Let's check the untrained network's performance on the training images:

In [None]:
network.evaluate(flattened_train_images, train_targets)

In [None]:
print(60000/1875)

#### Step 3: Train the network

In [None]:
history = network.fit(flattened_train_images, train_targets, epochs=30)

In [None]:
network.evaluate(flattened_train_images, train_targets)

In [None]:
flattened_test_images = test_images.reshape((10000, 784))
test_targets = to_categorical(test_labels)

In [None]:
flattened_test_images.shape

In [None]:
test_targets.shape

In [None]:
network.evaluate(flattened_test_images, test_targets)

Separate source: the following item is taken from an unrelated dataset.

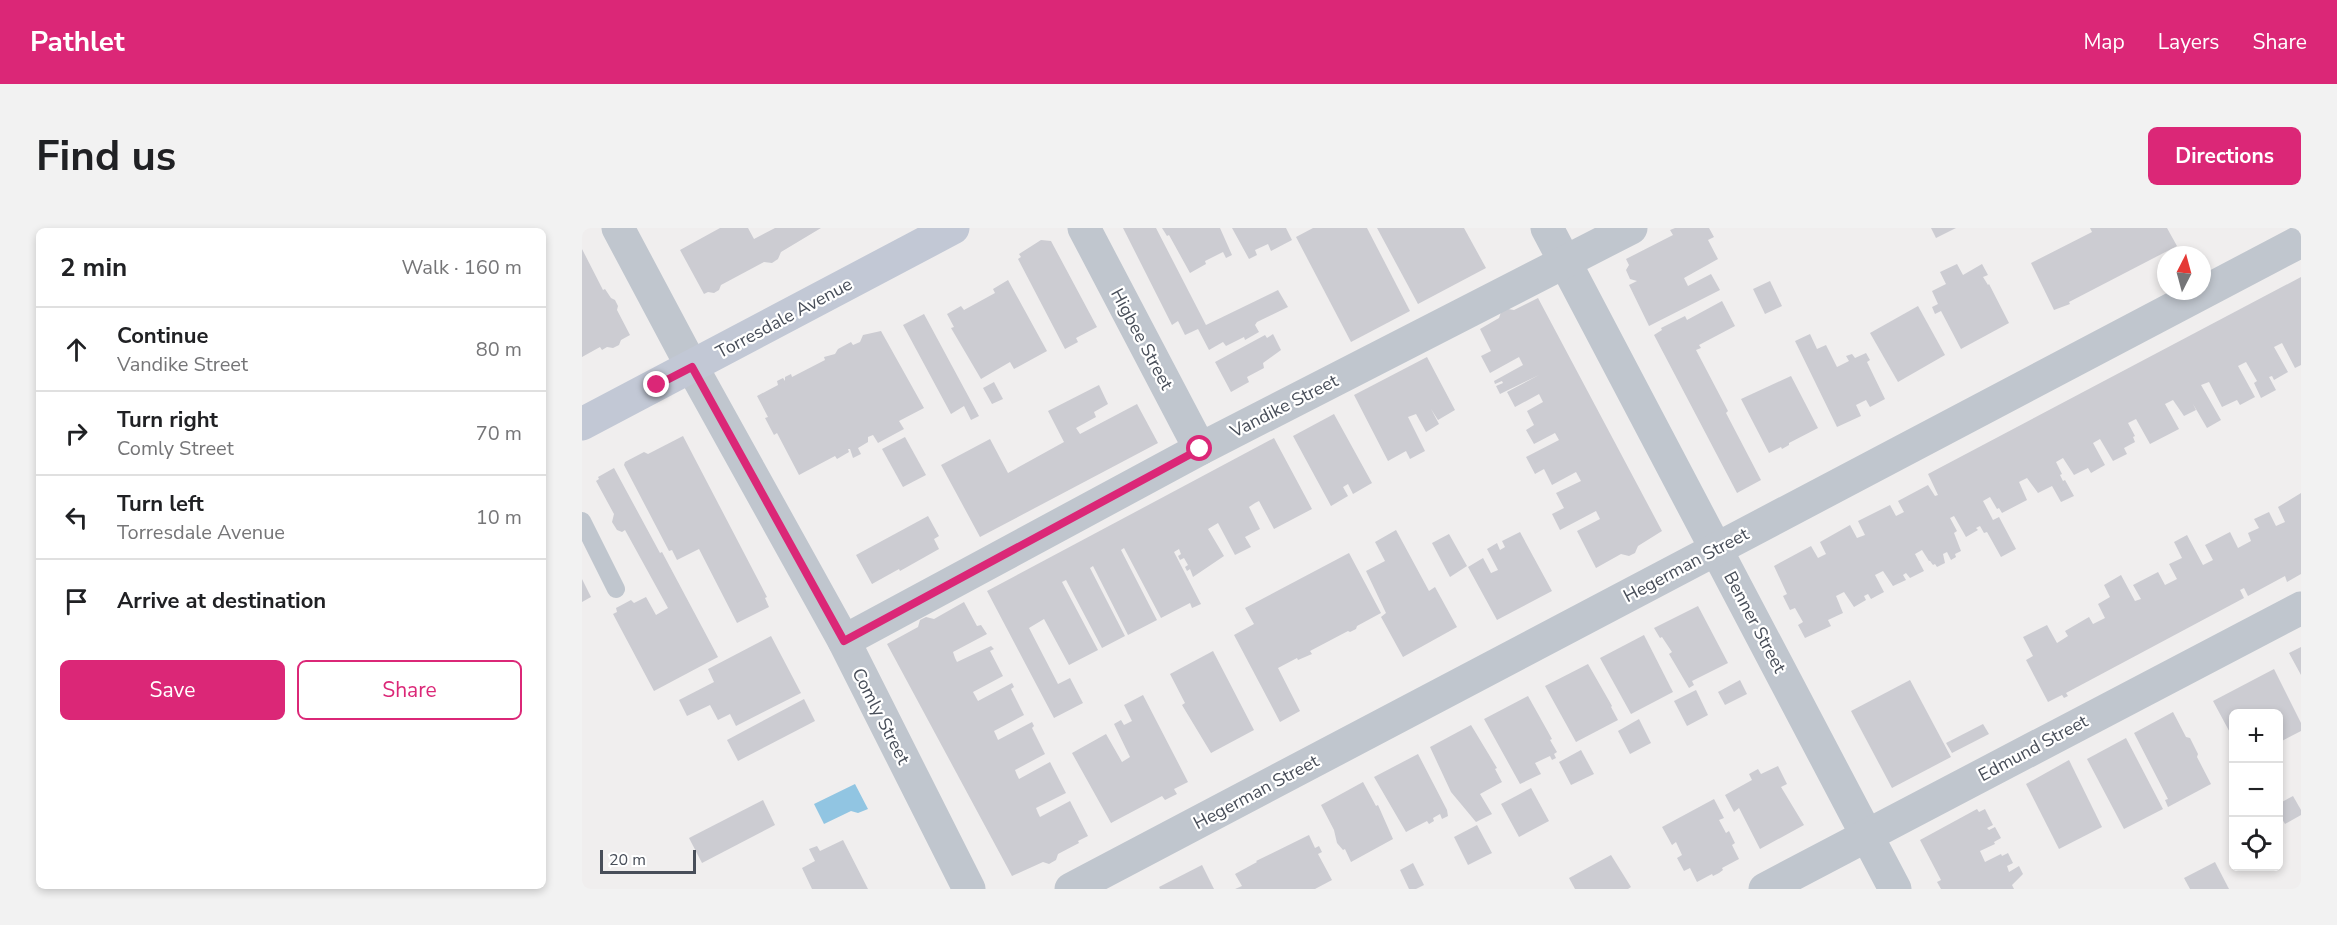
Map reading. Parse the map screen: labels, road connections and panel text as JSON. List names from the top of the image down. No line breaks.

#### Plotting the training history

In [None]:
history

In [None]:
history.history

In [None]:
loss_values = history.history['loss']
print(loss_values)

In [None]:
accuracy_values = history.history['accuracy']
print(accuracy_values)

In [None]:
epoch_nums = list(range(1, len(loss_values)+1))
print(epoch_nums)

In [None]:
plt.plot(loss_values);

In [None]:
plt.plot(accuracy_values);

In [None]:
plt.figure(figsize=(12,4)) # width, height in inches

plt.subplot(1, 2, 1)
plt.plot(epoch_nums, loss_values, 'r')
plt.title("Training loss")
plt.xlabel("Epochs")
plt.ylabel("Loss")

plt.subplot(1, 2, 2)
plt.plot(epoch_nums, accuracy_values, 'b')
plt.title("Training accuracy")
plt.xlabel("Epochs")
plt.ylabel("Accuracy")

plt.show()

In [None]:
def plot_history(history):
    loss_values = history.history['loss']
    accuracy_values = history.history['accuracy']
    epoch_nums = range(1, len(loss_values)+1)
    
    plt.figure(figsize=(12,4)) # width, height in inches
    
    plt.subplot(1, 2, 1)
    plt.plot(epoch_nums, loss_values, 'r')
    plt.title("Training loss")
    plt.xlabel("Epochs")
    plt.ylabel("Loss")
    
    plt.subplot(1, 2, 2)
    plt.plot(epoch_nums, accuracy_values, 'b')
    plt.title("Training accuracy")
    plt.xlabel("Epochs")
    plt.ylabel("Accuracy")
    
    plt.show()

In [None]:
plot_history(history)

### Flatten Layers

Instead of flattening (reshaping) the data ourselves, another approach is to include a Flatten layer that transforms each 2-dimensional 28 $\times$ 28 input image into a "flat" 1-dimensional vector of length 784.  The 2-D input image will be fed into the Flatten layer, whose flattened output will then feed into the 30-unit hidden layer.  For this to work, we must tell the Flatten layer to expect input images of shape (28,28).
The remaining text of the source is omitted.